[Dataset entries]
===============
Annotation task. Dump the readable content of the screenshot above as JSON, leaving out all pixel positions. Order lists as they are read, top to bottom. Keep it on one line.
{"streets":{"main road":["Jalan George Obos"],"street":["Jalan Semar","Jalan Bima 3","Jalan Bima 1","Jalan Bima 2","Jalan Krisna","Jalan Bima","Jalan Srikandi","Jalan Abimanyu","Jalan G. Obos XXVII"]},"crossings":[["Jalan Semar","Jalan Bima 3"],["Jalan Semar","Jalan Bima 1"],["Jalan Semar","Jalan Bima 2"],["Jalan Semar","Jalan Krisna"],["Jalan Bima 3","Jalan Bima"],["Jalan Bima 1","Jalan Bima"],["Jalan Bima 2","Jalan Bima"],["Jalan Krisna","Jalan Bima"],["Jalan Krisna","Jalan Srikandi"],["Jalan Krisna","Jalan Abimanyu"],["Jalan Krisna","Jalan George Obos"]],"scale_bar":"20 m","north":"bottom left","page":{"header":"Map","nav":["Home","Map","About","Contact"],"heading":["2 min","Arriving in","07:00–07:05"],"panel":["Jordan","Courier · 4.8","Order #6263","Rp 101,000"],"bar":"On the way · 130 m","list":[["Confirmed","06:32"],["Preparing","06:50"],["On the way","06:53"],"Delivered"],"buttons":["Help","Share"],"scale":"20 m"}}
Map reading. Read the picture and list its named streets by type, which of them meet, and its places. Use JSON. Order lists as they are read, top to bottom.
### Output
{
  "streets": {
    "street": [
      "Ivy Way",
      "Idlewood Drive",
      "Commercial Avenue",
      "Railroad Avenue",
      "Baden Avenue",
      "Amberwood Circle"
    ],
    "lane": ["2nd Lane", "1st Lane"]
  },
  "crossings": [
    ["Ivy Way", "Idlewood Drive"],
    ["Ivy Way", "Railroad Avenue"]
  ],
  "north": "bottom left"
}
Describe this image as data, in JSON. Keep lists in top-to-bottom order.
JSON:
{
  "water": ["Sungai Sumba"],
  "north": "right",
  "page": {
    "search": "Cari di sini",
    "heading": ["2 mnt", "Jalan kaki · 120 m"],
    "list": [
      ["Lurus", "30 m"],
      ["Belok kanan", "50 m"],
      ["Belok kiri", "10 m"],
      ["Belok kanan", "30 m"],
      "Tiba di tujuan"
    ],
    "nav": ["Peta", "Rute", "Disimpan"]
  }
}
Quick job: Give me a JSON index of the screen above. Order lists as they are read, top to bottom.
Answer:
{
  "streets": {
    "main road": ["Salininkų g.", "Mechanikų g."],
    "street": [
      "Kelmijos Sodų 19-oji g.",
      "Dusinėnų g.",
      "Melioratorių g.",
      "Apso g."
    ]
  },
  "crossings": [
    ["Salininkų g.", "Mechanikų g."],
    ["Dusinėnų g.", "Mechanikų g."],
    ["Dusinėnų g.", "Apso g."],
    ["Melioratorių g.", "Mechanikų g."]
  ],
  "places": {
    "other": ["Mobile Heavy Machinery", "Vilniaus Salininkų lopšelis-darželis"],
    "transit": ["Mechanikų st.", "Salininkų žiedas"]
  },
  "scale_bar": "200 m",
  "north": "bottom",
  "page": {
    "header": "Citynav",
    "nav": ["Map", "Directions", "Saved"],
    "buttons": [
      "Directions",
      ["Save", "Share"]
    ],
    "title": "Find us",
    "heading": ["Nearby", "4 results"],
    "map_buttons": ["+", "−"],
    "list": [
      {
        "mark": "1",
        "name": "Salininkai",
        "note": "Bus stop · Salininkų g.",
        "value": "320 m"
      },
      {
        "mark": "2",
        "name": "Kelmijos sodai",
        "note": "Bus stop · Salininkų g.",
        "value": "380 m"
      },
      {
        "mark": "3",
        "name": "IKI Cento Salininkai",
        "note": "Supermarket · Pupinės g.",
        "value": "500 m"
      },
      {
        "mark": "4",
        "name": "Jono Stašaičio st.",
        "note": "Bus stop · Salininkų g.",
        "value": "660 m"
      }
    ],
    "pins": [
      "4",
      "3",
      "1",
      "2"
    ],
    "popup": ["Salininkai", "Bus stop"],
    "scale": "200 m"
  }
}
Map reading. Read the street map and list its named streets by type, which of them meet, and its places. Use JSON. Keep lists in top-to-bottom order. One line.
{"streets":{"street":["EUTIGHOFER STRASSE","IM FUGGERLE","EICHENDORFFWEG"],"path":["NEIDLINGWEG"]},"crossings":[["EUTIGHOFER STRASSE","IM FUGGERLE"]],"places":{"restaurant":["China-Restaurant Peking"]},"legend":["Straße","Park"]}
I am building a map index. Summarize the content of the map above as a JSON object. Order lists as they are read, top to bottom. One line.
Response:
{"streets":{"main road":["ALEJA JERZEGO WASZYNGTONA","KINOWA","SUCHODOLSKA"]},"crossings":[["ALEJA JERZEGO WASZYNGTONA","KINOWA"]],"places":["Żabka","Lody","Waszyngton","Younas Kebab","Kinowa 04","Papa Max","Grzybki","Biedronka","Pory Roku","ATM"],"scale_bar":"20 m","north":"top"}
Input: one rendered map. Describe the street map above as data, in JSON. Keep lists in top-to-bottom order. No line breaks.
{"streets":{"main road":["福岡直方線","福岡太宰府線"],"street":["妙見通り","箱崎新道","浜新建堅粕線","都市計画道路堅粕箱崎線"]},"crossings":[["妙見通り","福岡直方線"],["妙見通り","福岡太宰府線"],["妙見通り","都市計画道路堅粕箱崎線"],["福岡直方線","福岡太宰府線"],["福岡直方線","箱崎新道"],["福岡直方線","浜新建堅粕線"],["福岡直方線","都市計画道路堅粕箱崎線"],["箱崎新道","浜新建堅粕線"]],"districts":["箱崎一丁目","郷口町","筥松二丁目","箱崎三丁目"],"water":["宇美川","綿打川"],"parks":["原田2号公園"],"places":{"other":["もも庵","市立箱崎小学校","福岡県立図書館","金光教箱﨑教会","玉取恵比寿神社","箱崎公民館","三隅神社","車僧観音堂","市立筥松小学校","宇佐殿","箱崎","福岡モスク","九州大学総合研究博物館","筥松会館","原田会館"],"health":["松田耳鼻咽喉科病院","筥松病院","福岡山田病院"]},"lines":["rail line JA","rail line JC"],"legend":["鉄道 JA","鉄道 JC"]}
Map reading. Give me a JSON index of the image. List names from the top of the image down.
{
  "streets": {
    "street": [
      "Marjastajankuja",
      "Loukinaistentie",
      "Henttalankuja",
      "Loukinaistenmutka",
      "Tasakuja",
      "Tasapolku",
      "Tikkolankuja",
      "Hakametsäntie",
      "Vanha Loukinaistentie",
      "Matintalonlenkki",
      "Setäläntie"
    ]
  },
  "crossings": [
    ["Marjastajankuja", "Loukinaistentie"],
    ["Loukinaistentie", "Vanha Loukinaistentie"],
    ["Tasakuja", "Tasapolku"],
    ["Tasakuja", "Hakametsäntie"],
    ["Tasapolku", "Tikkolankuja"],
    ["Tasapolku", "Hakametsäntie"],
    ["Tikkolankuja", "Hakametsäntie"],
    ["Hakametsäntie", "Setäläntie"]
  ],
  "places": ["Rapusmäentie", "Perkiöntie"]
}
===============
*Problem statement*. May I have the entries returned exactly, with every line in place?

*Answer for this exercise*.
Annotation task. Dump the readable content of the screenshot above as JSON, leaving out all pixel positions. Order lists as they are read, top to bottom. Keep it on one line.
{"streets":{"main road":["Jalan George Obos"],"street":["Jalan Semar","Jalan Bima 3","Jalan Bima 1","Jalan Bima 2","Jalan Krisna","Jalan Bima","Jalan Srikandi","Jalan Abimanyu","Jalan G. Obos XXVII"]},"crossings":[["Jalan Semar","Jalan Bima 3"],["Jalan Semar","Jalan Bima 1"],["Jalan Semar","Jalan Bima 2"],["Jalan Semar","Jalan Krisna"],["Jalan Bima 3","Jalan Bima"],["Jalan Bima 1","Jalan Bima"],["Jalan Bima 2","Jalan Bima"],["Jalan Krisna","Jalan Bima"],["Jalan Krisna","Jalan Srikandi"],["Jalan Krisna","Jalan Abimanyu"],["Jalan Krisna","Jalan George Obos"]],"scale_bar":"20 m","north":"bottom left","page":{"header":"Map","nav":["Home","Map","About","Contact"],"heading":["2 min","Arriving in","07:00–07:05"],"panel":["Jordan","Courier · 4.8","Order #6263","Rp 101,000"],"bar":"On the way · 130 m","list":[["Confirmed","06:32"],["Preparing","06:50"],["On the way","06:53"],"Delivered"],"buttons":["Help","Share"],"scale":"20 m"}}
Map reading. Read the picture and list its named streets by type, which of them meet, and its places. Use JSON. Order lists as they are read, top to bottom.
### Output
{
  "streets": {
    "street": [
      "Ivy Way",
      "Idlewood Drive",
      "Commercial Avenue",
      "Railroad Avenue",
      "Baden Avenue",
      "Amberwood Circle"
    ],
    "lane": ["2nd Lane", "1st Lane"]
  },
  "crossings": [
    ["Ivy Way", "Idlewood Drive"],
    ["Ivy Way", "Railroad Avenue"]
  ],
  "north": "bottom left"
}
Describe this image as data, in JSON. Keep lists in top-to-bottom order.
JSON:
{
  "water": ["Sungai Sumba"],
  "north": "right",
  "page": {
    "search": "Cari di sini",
    "heading": ["2 mnt", "Jalan kaki · 120 m"],
    "list": [
      ["Lurus", "30 m"],
      ["Belok kanan", "50 m"],
      ["Belok kiri", "10 m"],
      ["Belok kanan", "30 m"],
      "Tiba di tujuan"
    ],
    "nav": ["Peta", "Rute", "Disimpan"]
  }
}
Quick job: Give me a JSON index of the screen above. Order lists as they are read, top to bottom.
Answer:
{
  "streets": {
    "main road": ["Salininkų g.", "Mechanikų g."],
    "street": [
      "Kelmijos Sodų 19-oji g.",
      "Dusinėnų g.",
      "Melioratorių g.",
      "Apso g."
    ]
  },
  "crossings": [
    ["Salininkų g.", "Mechanikų g."],
    ["Dusinėnų g.", "Mechanikų g."],
    ["Dusinėnų g.", "Apso g."],
    ["Melioratorių g.", "Mechanikų g."]
  ],
  "places": {
    "other": ["Mobile Heavy Machinery", "Vilniaus Salininkų lopšelis-darželis"],
    "transit": ["Mechanikų st.", "Salininkų žiedas"]
  },
  "scale_bar": "200 m",
  "north": "bottom",
  "page": {
    "header": "Citynav",
    "nav": ["Map", "Directions", "Saved"],
    "buttons": [
      "Directions",
      ["Save", "Share"]
    ],
    "title": "Find us",
    "heading": ["Nearby", "4 results"],
    "map_buttons": ["+", "−"],
    "list": [
      {
        "mark": "1",
        "name": "Salininkai",
        "note": "Bus stop · Salininkų g.",
        "value": "320 m"
      },
      {
        "mark": "2",
        "name": "Kelmijos sodai",
        "note": "Bus stop · Salininkų g.",
        "value": "380 m"
      },
      {
        "mark": "3",
        "name": "IKI Cento Salininkai",
        "note": "Supermarket · Pupinės g.",
        "value": "500 m"
      },
      {
        "mark": "4",
        "name": "Jono Stašaičio st.",
        "note": "Bus stop · Salininkų g.",
        "value": "660 m"
      }
    ],
    "pins": [
      "4",
      "3",
      "1",
      "2"
    ],
    "popup": ["Salininkai", "Bus stop"],
    "scale": "200 m"
  }
}
Map reading. Read the street map and list its named streets by type, which of them meet, and its places. Use JSON. Keep lists in top-to-bottom order. One line.
{"streets":{"street":["EUTIGHOFER STRASSE","IM FUGGERLE","EICHENDORFFWEG"],"path":["NEIDLINGWEG"]},"crossings":[["EUTIGHOFER STRASSE","IM FUGGERLE"]],"places":{"restaurant":["China-Restaurant Peking"]},"legend":["Straße","Park"]}
I am building a map index. Summarize the content of the map above as a JSON object. Order lists as they are read, top to bottom. One line.
Response:
{"streets":{"main road":["ALEJA JERZEGO WASZYNGTONA","KINOWA","SUCHODOLSKA"]},"crossings":[["ALEJA JERZEGO WASZYNGTONA","KINOWA"]],"places":["Żabka","Lody","Waszyngton","Younas Kebab","Kinowa 04","Papa Max","Grzybki","Biedronka","Pory Roku","ATM"],"scale_bar":"20 m","north":"top"}
Input: one rendered map. Describe the street map above as data, in JSON. Keep lists in top-to-bottom order. No line breaks.
{"streets":{"main road":["福岡直方線","福岡太宰府線"],"street":["妙見通り","箱崎新道","浜新建堅粕線","都市計画道路堅粕箱崎線"]},"crossings":[["妙見通り","福岡直方線"],["妙見通り","福岡太宰府線"],["妙見通り","都市計画道路堅粕箱崎線"],["福岡直方線","福岡太宰府線"],["福岡直方線","箱崎新道"],["福岡直方線","浜新建堅粕線"],["福岡直方線","都市計画道路堅粕箱崎線"],["箱崎新道","浜新建堅粕線"]],"districts":["箱崎一丁目","郷口町","筥松二丁目","箱崎三丁目"],"water":["宇美川","綿打川"],"parks":["原田2号公園"],"places":{"other":["もも庵","市立箱崎小学校","福岡県立図書館","金光教箱﨑教会","玉取恵比寿神社","箱崎公民館","三隅神社","車僧観音堂","市立筥松小学校","宇佐殿","箱崎","福岡モスク","九州大学総合研究博物館","筥松会館","原田会館"],"health":["松田耳鼻咽喉科病院","筥松病院","福岡山田病院"]},"lines":["rail line JA","rail line JC"],"legend":["鉄道 JA","鉄道 JC"]}
Map reading. Give me a JSON index of the image. List names from the top of the image down.
{
  "streets": {
    "street": [
      "Marjastajankuja",
      "Loukinaistentie",
      "Henttalankuja",
      "Loukinaistenmutka",
      "Tasakuja",
      "Tasapolku",
      "Tikkolankuja",
      "Hakametsäntie",
      "Vanha Loukinaistentie",
      "Matintalonlenkki",
      "Setäläntie"
    ]
  },
  "crossings": [
    ["Marjastajankuja", "Loukinaistentie"],
    ["Loukinaistentie", "Vanha Loukinaistentie"],
    ["Tasakuja", "Tasapolku"],
    ["Tasakuja", "Hakametsäntie"],
    ["Tasapolku", "Tikkolankuja"],
    ["Tasapolku", "Hakametsäntie"],
    ["Tikkolankuja", "Hakametsäntie"],
    ["Hakametsäntie", "Setäläntie"]
  ],
  "places": ["Rapusmäentie", "Perkiöntie"]
}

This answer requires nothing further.